Mit Pflanzen kann man nach wie vor alles machen; es gibt kein Problembewusstsein, keinerlei ethische Bedenken. Warum eigentlich?
Wir stellten fest, dass sich das nach heutigem Wissensstand nicht belegen lässt. Es lässt sich aber auch nicht ausschliessen. Es gibt manche Indizien dafür, dass es sich so verhält, aber es fehlt eine lückenlose Beweiskette. Die Behauptung, Pflanzen, könnten keine subjektiven Empfindungen haben, ist also genau so spekulativ wie das Gegenteil. Wir wissen es einfach nicht. Unbestritten ist hingegen, dass wir die Fähigkeit der Pflanzen, ihre Umgebung wahrzunehmen, bisher massiv unterschätzt haben.

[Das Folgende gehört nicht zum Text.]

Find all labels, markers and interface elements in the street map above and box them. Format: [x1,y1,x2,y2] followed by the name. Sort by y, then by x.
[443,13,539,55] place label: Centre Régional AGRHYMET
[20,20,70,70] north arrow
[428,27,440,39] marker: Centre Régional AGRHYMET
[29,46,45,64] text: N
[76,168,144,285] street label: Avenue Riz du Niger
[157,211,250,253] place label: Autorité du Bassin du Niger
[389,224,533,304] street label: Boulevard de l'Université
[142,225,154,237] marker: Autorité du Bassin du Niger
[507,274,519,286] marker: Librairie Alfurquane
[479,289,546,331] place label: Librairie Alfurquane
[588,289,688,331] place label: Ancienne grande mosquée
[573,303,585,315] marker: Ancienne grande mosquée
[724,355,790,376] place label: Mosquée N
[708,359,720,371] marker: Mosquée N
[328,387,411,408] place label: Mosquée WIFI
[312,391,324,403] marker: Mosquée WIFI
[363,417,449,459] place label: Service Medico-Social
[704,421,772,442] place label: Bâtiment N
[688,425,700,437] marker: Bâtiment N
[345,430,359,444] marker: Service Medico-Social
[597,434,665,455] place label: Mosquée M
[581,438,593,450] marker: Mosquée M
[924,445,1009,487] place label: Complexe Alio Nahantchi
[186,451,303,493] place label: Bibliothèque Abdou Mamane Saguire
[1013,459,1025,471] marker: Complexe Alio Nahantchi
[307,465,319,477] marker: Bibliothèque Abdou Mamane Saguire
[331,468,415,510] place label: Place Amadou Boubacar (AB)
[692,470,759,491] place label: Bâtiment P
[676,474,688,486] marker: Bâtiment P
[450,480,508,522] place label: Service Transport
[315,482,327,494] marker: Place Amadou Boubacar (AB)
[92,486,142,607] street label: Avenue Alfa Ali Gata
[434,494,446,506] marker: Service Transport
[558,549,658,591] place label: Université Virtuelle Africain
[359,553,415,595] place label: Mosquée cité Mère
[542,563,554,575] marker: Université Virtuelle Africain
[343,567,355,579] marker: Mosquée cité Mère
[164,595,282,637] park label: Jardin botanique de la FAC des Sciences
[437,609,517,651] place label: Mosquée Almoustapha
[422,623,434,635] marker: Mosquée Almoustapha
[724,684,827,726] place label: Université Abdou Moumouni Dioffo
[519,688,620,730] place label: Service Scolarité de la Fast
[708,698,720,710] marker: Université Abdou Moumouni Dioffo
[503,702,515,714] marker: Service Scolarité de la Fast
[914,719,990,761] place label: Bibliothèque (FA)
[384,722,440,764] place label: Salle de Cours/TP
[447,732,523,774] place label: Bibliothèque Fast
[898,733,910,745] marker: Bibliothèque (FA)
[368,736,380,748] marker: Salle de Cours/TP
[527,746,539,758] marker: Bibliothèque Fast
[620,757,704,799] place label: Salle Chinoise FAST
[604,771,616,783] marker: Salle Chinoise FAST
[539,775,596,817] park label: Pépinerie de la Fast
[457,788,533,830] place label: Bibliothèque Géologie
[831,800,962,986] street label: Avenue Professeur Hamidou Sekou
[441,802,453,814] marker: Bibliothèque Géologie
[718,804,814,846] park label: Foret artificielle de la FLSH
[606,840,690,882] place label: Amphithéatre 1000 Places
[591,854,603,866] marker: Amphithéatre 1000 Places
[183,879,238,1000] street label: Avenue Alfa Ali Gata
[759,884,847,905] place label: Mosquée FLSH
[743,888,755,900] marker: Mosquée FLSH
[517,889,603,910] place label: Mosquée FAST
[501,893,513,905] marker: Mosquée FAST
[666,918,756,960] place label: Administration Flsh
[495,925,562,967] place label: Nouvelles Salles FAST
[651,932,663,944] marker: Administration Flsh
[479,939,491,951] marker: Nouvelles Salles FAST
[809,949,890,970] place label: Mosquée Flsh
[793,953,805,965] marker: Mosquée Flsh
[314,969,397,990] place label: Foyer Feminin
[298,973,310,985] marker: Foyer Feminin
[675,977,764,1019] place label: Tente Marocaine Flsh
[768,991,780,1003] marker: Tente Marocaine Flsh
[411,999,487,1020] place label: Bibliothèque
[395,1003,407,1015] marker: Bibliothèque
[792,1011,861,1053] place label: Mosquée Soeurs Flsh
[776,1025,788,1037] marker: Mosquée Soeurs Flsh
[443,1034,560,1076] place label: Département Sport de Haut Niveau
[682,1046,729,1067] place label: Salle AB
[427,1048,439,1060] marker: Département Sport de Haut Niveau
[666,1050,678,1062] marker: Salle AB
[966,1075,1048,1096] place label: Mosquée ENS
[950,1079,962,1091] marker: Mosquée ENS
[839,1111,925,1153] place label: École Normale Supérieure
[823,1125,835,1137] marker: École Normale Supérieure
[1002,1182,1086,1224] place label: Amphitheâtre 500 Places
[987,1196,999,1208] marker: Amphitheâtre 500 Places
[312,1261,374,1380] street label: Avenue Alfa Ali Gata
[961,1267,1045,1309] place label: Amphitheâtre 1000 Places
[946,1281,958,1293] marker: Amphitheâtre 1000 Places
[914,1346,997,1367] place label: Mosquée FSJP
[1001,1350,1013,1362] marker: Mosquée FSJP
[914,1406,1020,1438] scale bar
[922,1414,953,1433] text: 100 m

Flöteninstrumente der Empfindung
Den Tieren attestieren wir inzwischen die Fähigkeit, etwas zu empfinden. Wir nehmen wahr, dass sie eine subjektive Sicht auf ihre Umgebung und individuelle Verhaltensweisen haben. Dass sie lernen und das Gelernte verarbeiten können. Den Schlüssel dazu sehen wir im Hirn, im Vorhandensein von Nervenbahnen. Liegen wir mit dieser Definition richtig?
Gustav Theodor Fechner (1801–1887), ein grossartiger Philosoph und Befürworter der Pflanzenseele, bestand darauf, dass die Absenz von Nerven keineswegs beweise, dass Pflanzen keine Empfindungen haben und fand dafür eine hübsche Metapher. Er schrieb: «Der Leib ist sozusagen eine Violine, die das innere Spiel ihrer Saiten selbst fühlt. Nun aber, wenn ich sehe, dass die Flöte doch wirklich (…) Töne gibt, objektiv Empfindungen erzeugt, ohne Saiten zu haben, so weiss ich nicht, warum nicht auch die Pflanze subjektive Empfindungen soll erzeugen können, ohne Nerven zu haben. Die Tiere könnten ja Saiten-Instrumente, die Pflanzen Flöten-Instrumente der Empfindung sein. (…)»2
Auch Tiere wurden lange Zeit als seelenlose Maschinen betrachtet. Erst in den letzten Jahrzehnten sind sie – zumindest teilweise – dieser Falle entronnen. Das französische Parlament beschloss beispielsweise erst im Januar 2015, dass Tiere keine Möbel seien: «Les animaux ne sont pas des meubles.» Es handle sich um sensible Lebewesen («êtres vivants doués de sensibilité»). Diese Selbstverständlichkeit musste gegen den erbitterten Widerstand von Teilen der republikanischen Partei UMP und der Fleischindustrie errungen werden.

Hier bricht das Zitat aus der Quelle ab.